Bir köprünün kenarında, aracını park ederek aşağıya inip; tam da pantolonunun fermuarını açıp büsbütün rahatlamak üzereyken, yerde durmakta olan bir kolye dikkatinden kaçmayacak...
***
Ve...
Bu kolye ile etrafa saçılmış diğer kişisel eşyalar...
Meraklı satıcımıza...
Yirmi altı yaşındaki Sarah Kellogg adlı bir hayat kadınının...
Birkaç metre ötedeki cesedini de bulduracaktır...
***
Olay yerine intikal eden polislerden...
Dedektif Yarbrough (Michael Beach)...
Maktülün, yoldan zorla indirilerek aşağıya sürüklendiğini düşünse de...
***
Florida Kolluk Kuvvetleri Departmanı ajanlarından Byron Crawford (Emile Hirsch)...
Zavallı kadının, başka bir yerde öldürülüp...
Sonra da buraya getirilip, atıldığı kanısındadır...
***
Neyse...
Gecenin ilerleyen saatlerinde...
Genellikle, devasa büyüklükteki ticari kamyonların takıldığı bir akaryakıt istasyonunun kenarındaki...
Seks trafiğinin yoğun olduğu otel odalarının birinden...
Kendisiyle işi biten erkek müşterilerince sokağa atılan...
***
Ve...
Aldığı uyuşturucu yahut da alkolün etkisi altında olduğu da, açıkça ortada olan Tracy (Caitlin Carmichael)...
O kamyonların sürücülerinden birinin (Adam Huel Potter), kaydedildiği kameralara da yansıyacak bir biçimde tacizine uğramaktayken; imdadına yetişen Peter Hillborough'un (Lukas Haas) yardımıyla kurtarılarak uzaklaştırılır oradan...
***
Artık ne türde bir tesadüfse...
Aynı esnada...
Aracında oturmuş...
Elindeki telsizle, odalardan birinin içinde...

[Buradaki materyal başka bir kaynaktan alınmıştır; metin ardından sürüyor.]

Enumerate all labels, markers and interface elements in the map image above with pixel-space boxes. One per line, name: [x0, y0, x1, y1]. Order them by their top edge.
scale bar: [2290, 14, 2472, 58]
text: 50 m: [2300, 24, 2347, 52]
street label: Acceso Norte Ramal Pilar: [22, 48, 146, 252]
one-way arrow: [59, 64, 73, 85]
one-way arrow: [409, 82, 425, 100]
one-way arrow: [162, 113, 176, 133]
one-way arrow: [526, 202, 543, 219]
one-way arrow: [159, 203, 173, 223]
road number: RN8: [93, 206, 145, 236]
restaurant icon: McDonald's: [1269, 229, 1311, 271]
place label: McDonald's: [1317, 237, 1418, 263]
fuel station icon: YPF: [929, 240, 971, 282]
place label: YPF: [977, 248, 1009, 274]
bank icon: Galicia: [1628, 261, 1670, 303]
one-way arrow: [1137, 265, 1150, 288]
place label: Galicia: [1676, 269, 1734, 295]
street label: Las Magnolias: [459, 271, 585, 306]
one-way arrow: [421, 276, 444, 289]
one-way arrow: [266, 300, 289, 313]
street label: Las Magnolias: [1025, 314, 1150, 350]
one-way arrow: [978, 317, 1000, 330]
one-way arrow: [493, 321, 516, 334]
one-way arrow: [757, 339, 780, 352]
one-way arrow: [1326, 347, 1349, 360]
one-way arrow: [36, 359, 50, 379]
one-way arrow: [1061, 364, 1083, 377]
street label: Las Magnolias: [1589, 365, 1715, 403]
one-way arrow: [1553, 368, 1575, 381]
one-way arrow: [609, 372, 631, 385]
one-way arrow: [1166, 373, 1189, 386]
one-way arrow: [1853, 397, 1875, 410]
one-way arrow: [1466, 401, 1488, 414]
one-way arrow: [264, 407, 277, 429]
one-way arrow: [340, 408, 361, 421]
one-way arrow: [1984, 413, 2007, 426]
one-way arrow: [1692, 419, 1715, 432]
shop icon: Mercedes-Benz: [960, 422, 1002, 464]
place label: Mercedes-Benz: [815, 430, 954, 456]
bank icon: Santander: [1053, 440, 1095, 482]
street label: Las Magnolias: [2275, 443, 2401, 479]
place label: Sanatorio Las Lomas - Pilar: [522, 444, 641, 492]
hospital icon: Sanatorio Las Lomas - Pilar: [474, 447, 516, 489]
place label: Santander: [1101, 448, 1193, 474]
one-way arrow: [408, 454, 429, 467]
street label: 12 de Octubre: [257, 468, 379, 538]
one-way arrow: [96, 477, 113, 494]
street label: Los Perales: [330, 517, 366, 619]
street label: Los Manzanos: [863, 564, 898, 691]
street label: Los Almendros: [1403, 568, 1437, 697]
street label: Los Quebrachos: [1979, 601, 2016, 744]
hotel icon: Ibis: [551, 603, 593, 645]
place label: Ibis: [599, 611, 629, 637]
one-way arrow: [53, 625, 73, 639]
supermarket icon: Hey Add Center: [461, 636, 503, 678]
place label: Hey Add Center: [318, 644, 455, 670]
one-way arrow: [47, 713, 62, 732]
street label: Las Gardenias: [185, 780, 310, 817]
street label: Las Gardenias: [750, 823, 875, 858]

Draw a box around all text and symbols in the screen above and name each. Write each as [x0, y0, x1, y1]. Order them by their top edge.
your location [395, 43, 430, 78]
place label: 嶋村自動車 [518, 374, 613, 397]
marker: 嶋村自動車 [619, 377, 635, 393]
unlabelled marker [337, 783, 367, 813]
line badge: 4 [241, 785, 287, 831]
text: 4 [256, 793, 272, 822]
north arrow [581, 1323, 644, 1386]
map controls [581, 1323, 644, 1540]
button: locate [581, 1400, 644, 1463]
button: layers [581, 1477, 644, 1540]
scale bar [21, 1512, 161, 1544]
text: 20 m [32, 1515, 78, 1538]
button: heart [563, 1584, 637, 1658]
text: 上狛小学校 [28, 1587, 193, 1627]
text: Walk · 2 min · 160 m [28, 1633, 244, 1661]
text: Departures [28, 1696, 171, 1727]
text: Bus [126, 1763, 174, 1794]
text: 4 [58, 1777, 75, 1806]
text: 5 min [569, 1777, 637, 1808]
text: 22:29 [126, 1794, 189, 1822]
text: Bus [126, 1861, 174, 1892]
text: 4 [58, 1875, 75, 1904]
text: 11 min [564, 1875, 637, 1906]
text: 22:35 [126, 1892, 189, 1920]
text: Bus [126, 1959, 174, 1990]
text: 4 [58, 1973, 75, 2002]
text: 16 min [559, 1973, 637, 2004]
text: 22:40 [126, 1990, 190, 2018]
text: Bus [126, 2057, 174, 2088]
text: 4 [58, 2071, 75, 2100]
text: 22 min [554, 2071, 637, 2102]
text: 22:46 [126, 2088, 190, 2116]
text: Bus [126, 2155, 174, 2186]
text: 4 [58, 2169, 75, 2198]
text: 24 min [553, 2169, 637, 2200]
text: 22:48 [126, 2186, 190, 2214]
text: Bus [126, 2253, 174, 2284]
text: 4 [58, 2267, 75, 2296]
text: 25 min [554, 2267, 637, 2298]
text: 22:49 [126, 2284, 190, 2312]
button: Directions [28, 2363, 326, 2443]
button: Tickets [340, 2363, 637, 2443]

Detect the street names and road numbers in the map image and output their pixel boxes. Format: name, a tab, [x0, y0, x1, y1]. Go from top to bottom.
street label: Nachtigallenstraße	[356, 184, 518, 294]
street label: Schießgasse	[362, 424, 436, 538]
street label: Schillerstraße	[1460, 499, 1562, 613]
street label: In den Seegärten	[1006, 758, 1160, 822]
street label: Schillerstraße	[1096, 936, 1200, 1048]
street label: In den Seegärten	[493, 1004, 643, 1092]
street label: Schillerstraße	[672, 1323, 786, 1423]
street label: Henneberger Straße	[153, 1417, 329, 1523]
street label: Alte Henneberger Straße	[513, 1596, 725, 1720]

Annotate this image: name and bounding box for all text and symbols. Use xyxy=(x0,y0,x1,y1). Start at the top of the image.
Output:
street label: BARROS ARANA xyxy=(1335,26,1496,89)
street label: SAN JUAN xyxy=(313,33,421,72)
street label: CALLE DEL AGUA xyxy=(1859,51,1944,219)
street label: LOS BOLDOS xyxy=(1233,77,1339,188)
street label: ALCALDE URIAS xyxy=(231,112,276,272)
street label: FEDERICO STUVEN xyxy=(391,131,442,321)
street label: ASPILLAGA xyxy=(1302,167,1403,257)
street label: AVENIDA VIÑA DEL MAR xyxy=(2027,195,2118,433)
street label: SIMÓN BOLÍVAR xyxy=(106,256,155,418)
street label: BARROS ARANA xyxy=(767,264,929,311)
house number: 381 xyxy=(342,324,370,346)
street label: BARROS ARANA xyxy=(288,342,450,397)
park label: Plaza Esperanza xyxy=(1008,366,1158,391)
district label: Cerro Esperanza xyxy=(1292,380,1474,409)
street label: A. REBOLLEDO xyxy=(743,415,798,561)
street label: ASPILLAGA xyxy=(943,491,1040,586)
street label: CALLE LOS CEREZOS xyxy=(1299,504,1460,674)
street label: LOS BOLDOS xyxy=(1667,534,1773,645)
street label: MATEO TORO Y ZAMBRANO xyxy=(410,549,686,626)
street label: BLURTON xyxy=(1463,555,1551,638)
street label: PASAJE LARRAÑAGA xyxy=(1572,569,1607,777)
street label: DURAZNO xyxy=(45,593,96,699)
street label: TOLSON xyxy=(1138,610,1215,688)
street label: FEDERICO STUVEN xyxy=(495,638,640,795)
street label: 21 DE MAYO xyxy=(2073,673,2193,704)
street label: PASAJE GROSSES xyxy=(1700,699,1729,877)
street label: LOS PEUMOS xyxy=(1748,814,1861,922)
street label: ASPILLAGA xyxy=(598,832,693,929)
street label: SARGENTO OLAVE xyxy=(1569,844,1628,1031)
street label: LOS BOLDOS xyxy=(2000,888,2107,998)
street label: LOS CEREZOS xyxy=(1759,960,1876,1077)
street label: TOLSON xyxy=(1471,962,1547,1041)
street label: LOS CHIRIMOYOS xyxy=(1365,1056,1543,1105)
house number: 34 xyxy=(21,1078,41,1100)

İnternette e-flört yapmak suretiyle tanışan ve onun, seri katilin bizzat kendisinin olabileceğinden ciddi anlamda da şüphelenen FBI Ajanı Rebecca Lombardo (Megan Fox) ile konuşmakta olan ortağı FBI Ajanı Karl'da (Bruce Willis)...
Aynı otelin önünde...
***
Peşinde olduklarını zannettikleri...
Ama tırsarak randevuya gelmeyen eli kanlı manyak yerine...
Sıradan bir serseri olup, girdiği odadaki...
Fahişe muamelesine tabi tuttuğu Rebecca tarafından, fena halde benzetilecek olan Calvin'i (Colson Baker) izlemektedir...
***
Derken...
Yardımsever Peter Hillborough'un...
Kurtardığı Tracy'e, sekiz yaşındaki kızı Bethany'den (Olive Abercrombie) söz ederek yoluna devam ettiği kamyonunun...
Sürücü kabinindeyiz...
***
Ki...
Tracy'nin tamamen sessiz kaldığı bu konuşma sırasında...
Eve, kızına gitmekte olduğunu söyleyen Peter...
Kızının kendisini çok seveceğini belirttiği Tracy'yi de, evlerine davet ederken...
Bethany'nin fotoğraflarını da gören Tracy'de, bu nazik daveti geri çevirmeyecektir...
***
Çok geçmez...
Birden kendimizi...
Ajan Byron Crawford'ın...
Amiri Teğmen Rodger T. Gilbright (Donovan W. Carter) ile birlikte, ardı ardına gelen yedi faili meçhul cinayeti değerlendirdikleri...
Florida Kolluk Kuvvetleri Departmanı binasında buluruz...
***
Zira...
Gilbright, bu konuyu takıntı haline getirmiş olan Byron'ı görevden alarak...
Bir başka kısma tayin etmiştir...
***
Fakat...
Vazgeçmek niyetinde olmayan Byron soluğu...
Kellogg ailesinin evinde almakta gecikmeyecek...
Ve...
Sarah'ın annesi Georgia'ya (Welker White) kötü haberi verecek...
***
Bu arada bizler de...
Hem Byron'ın, yeni doğum yapmış olan karısı Suzanna (Jackie Cruz) hem de aslında bir yönetici olmasına karşın kocasının; hastalanan veya izin alan Southern Harbor Freight taşımacılık şirketinin şoförlerinin yerine...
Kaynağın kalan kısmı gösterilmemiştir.